Tauranga's $90 million new university campus will be blessed this week in preparation for the arrival of its first students and staff.

Waikato University's new CBD campus on Durham St will be blessed at a karakia ceremony at dawn on Wednesday.

The first classes will start on Monday.

Deputy Vice-Chancellor Professor Alister Jones said the ceremony was appropriate to bless the site before students and staff entered, as well as the number of Māori artwork inside the building.


Jones said the laboratories will open first and from there, the building will open incrementally to students, staff and wider community as other parts of the campus were completed throughout the year.

He said enrolments were growing across all teaching subjects, with numbers already up 15 per cent and another 150 yet to be finalised before the official orientation and enrolment week next week, Jones said.

Jones was excited to be able to reveal the first stages of the new campus to staff and students.

"Everyone has worked incredibly hard," he said. "To get to this stage on time and on budget is really significant."

The former head girl and boy of Tauranga's single-sex schools will be among the first students to study at the new campus.

Anaru Palmer and Leah Owen, who were head boy and girl of Tauranga Boys' and Tauranga Girls' colleges last year, will both stay in the city to study at the campus.

Owen has enrolled in a Bachelor of Social Sciences majoring in psychology, while Palmer will be among the first cohort of students in Te Tohu Paetahi - a one-year diploma in te reo Māori taught as a full immersion programme.

The pair met seven years ago in their Tauranga Intermediate accelerate class and both were excited to be able to start their classes on February 25 at the new campus.


"Excited is an understatement," Owen said. "I am over the moon there is actually a campus here. I can't wait to get started."

Owen said she chose to study locally to save on accommodation costs and to be able to keep her part-time job. "It was a no-brainer. It made sense," she said.

The catalyst to study psychology came about when her parents separated two years ago and Owen saw a psychologist to help process the changes happening in her family.

"I want to help people. I want to make a difference in other's lives, mainly youth," she said.

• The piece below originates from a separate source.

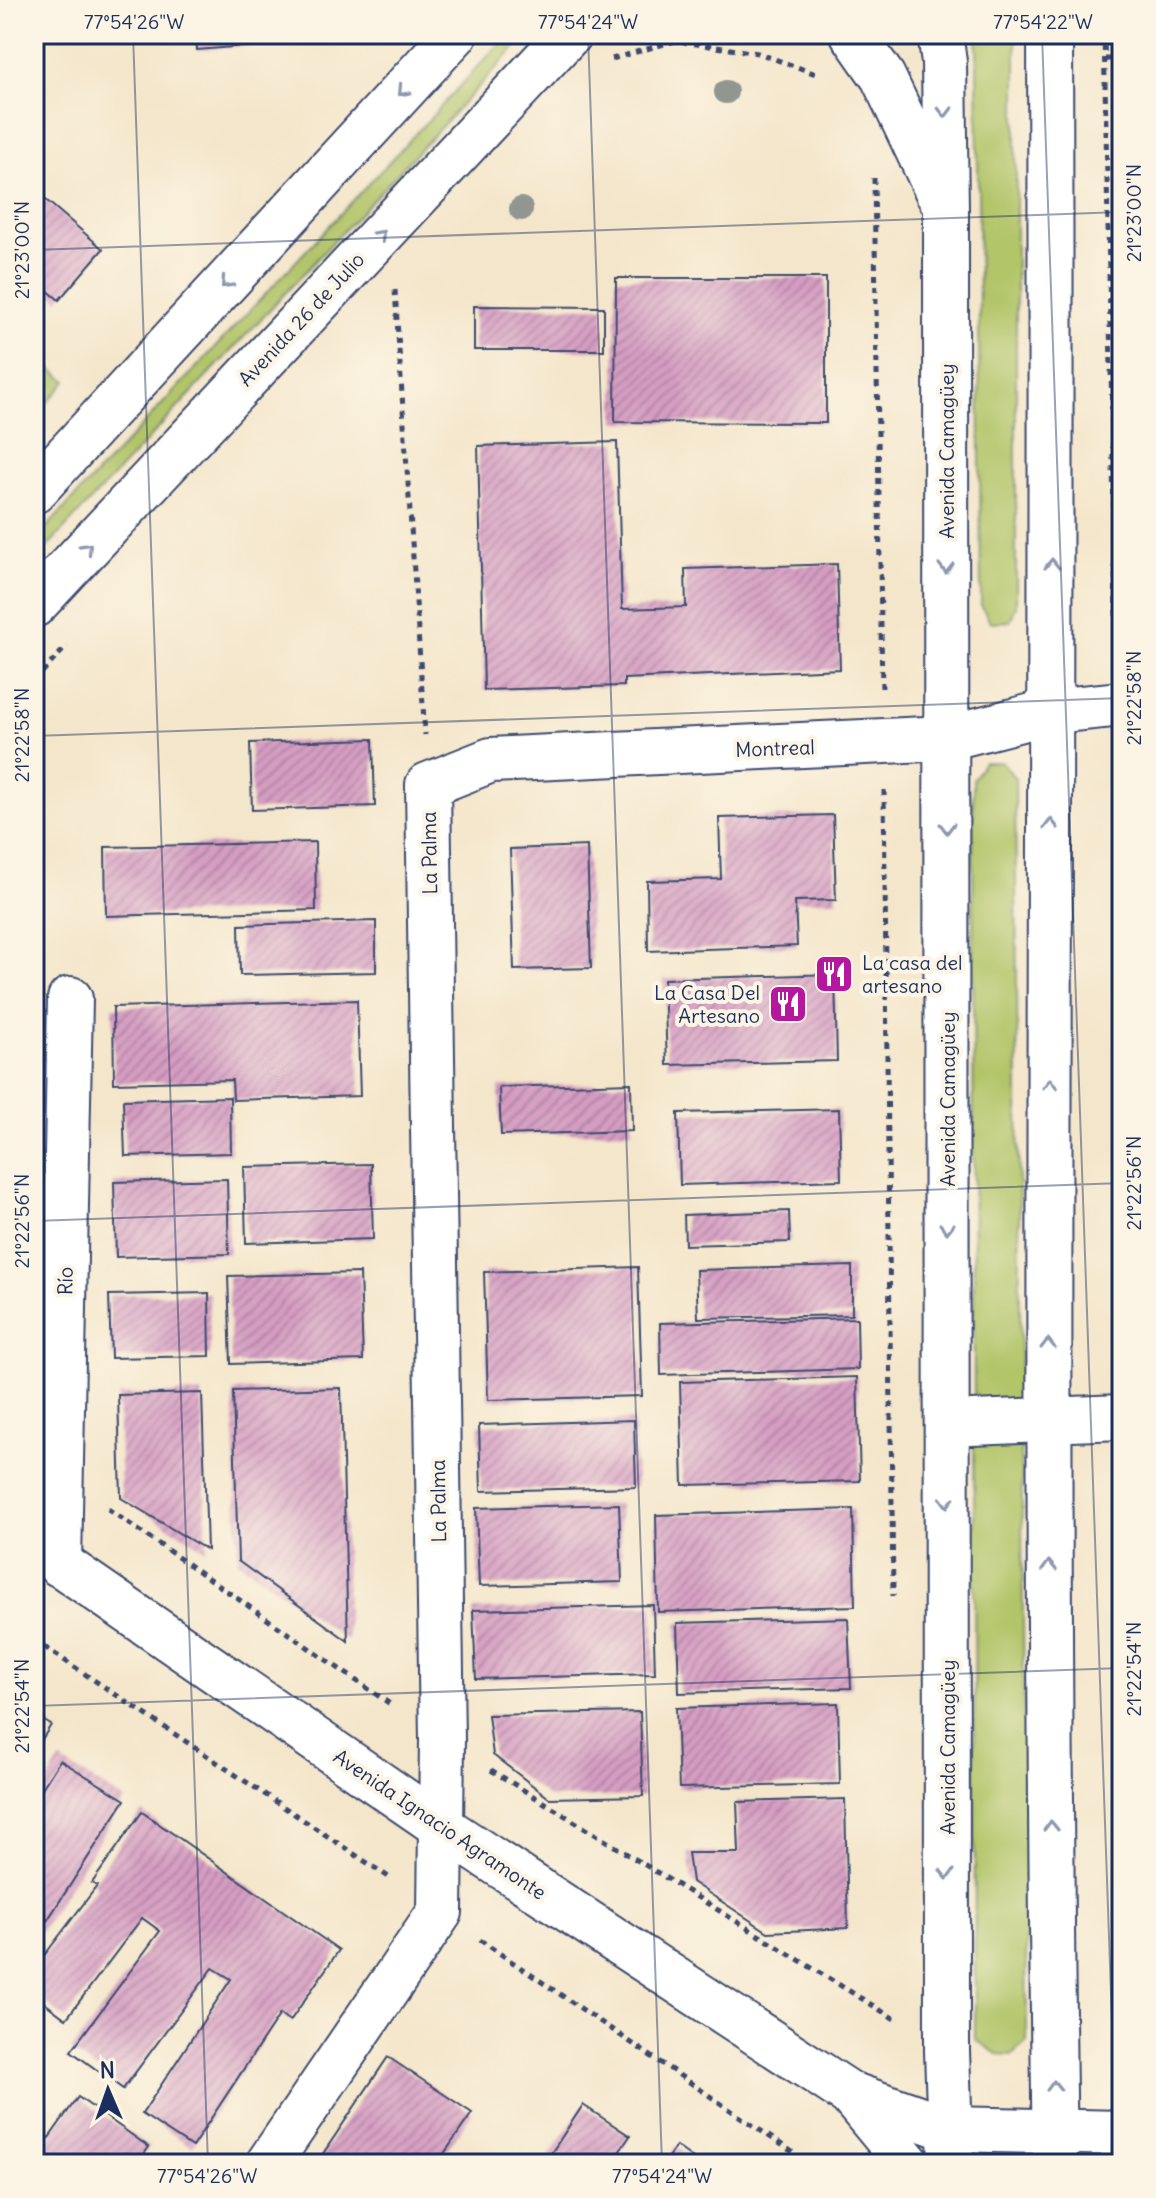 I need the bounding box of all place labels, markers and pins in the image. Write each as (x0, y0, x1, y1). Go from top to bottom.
place label: La casa del artesano (862, 950, 963, 998)
restaurant icon: La casa del artesano (813, 953, 855, 995)
place label: La Casa Del Artesano (654, 980, 760, 1028)
restaurant icon: La Casa Del Artesano (767, 983, 809, 1025)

Owen was awarded Te Paewai o te Rangi: The University of Waikato Scholarship for Outstanding Academic Achievement, worth $25,000.

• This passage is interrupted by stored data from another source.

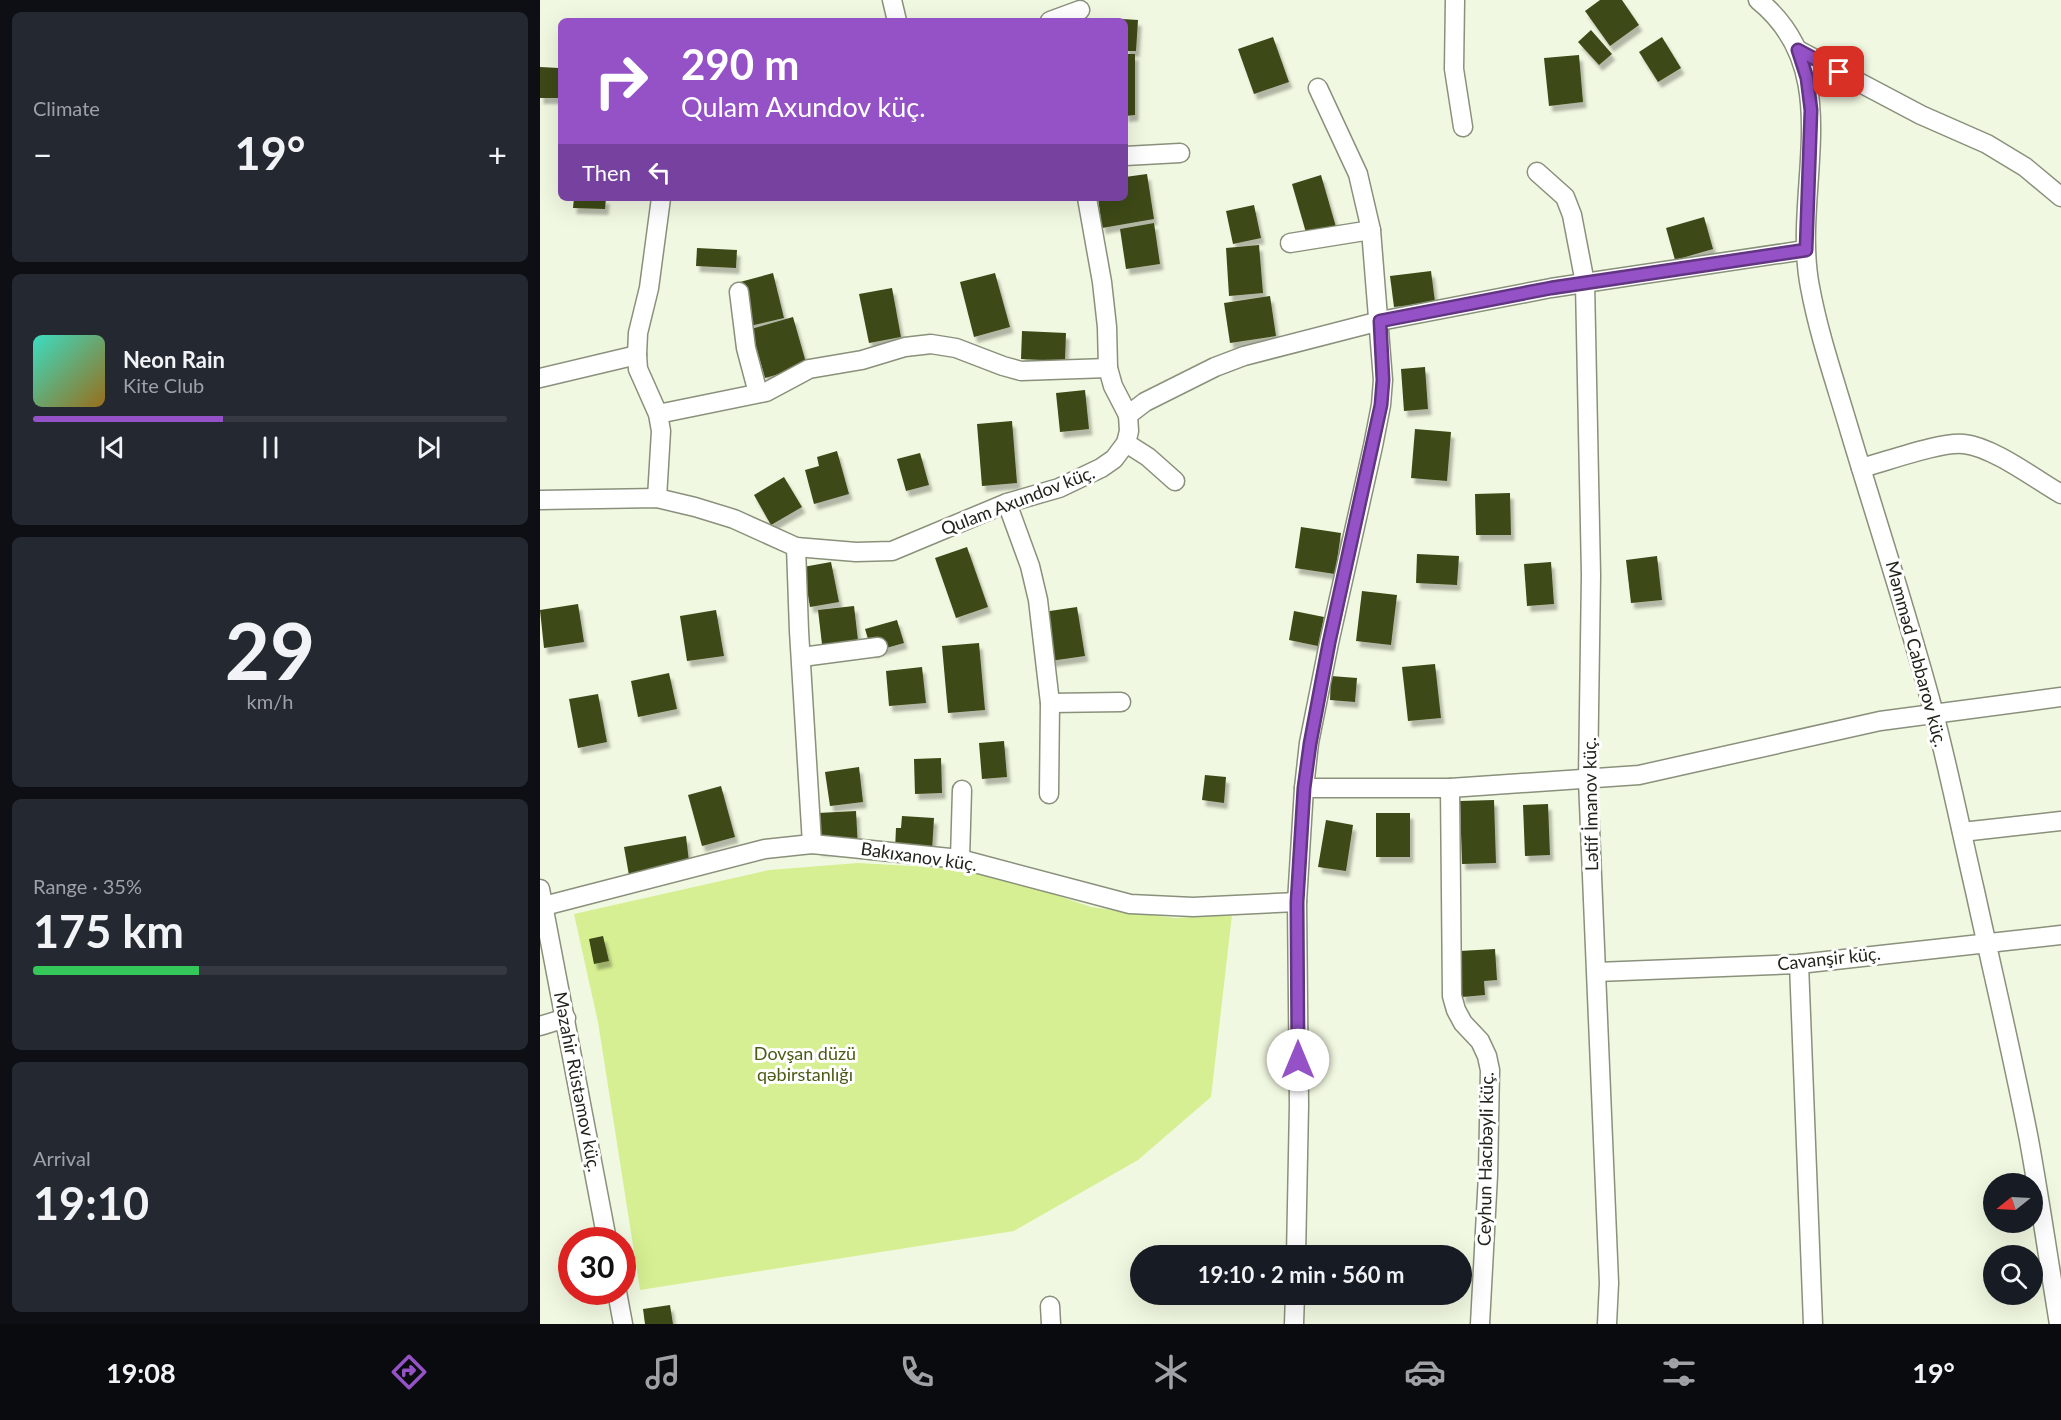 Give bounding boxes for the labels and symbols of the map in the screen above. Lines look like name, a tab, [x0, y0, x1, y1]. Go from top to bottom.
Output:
pin	[1813, 46, 1864, 97]
street label: Qulam Axundov küç.	[938, 461, 1098, 540]
street label: Məmməd Cabbarov küç.	[1882, 558, 1952, 749]
street label: Lətif İmanov küç.	[1578, 737, 1602, 871]
street label: Bakıxanov küç.	[860, 837, 979, 875]
street label: Cavanşir küç.	[1776, 942, 1882, 974]
street label: Məzahir Rüstəmov küç.	[550, 990, 606, 1174]
position arrow	[1266, 1028, 1330, 1092]
park label: Dovşan düzü qəbirstanlığı	[754, 1042, 856, 1085]
street label: Ceyhun Hacıbəyli küç.	[1472, 1072, 1498, 1246]
north arrow	[1983, 1173, 2043, 1233]
speed limit sign: 30	[558, 1227, 636, 1305]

Initially, Palmer was considering a Bachelor of Arts and Bachelor of Laws at Waikato's Hamilton campus, but changed his mind after discovering the full immersion programme was available at the Tauranga campus.

Of Ngāi Te Rangi and Ngāti Ranginui descent, Palmer believed it would be the start of a journey to greater connectedness – to his language, whānau, iwi, tūrangawaewae of Matakana Island, and to himself.

Palmer also received the University of Waikato Te Ara Whānui and Tauranga Campus First-in-Family Scholarships, worth a total of $11,000.

The official opening of the new campus is expected later this year.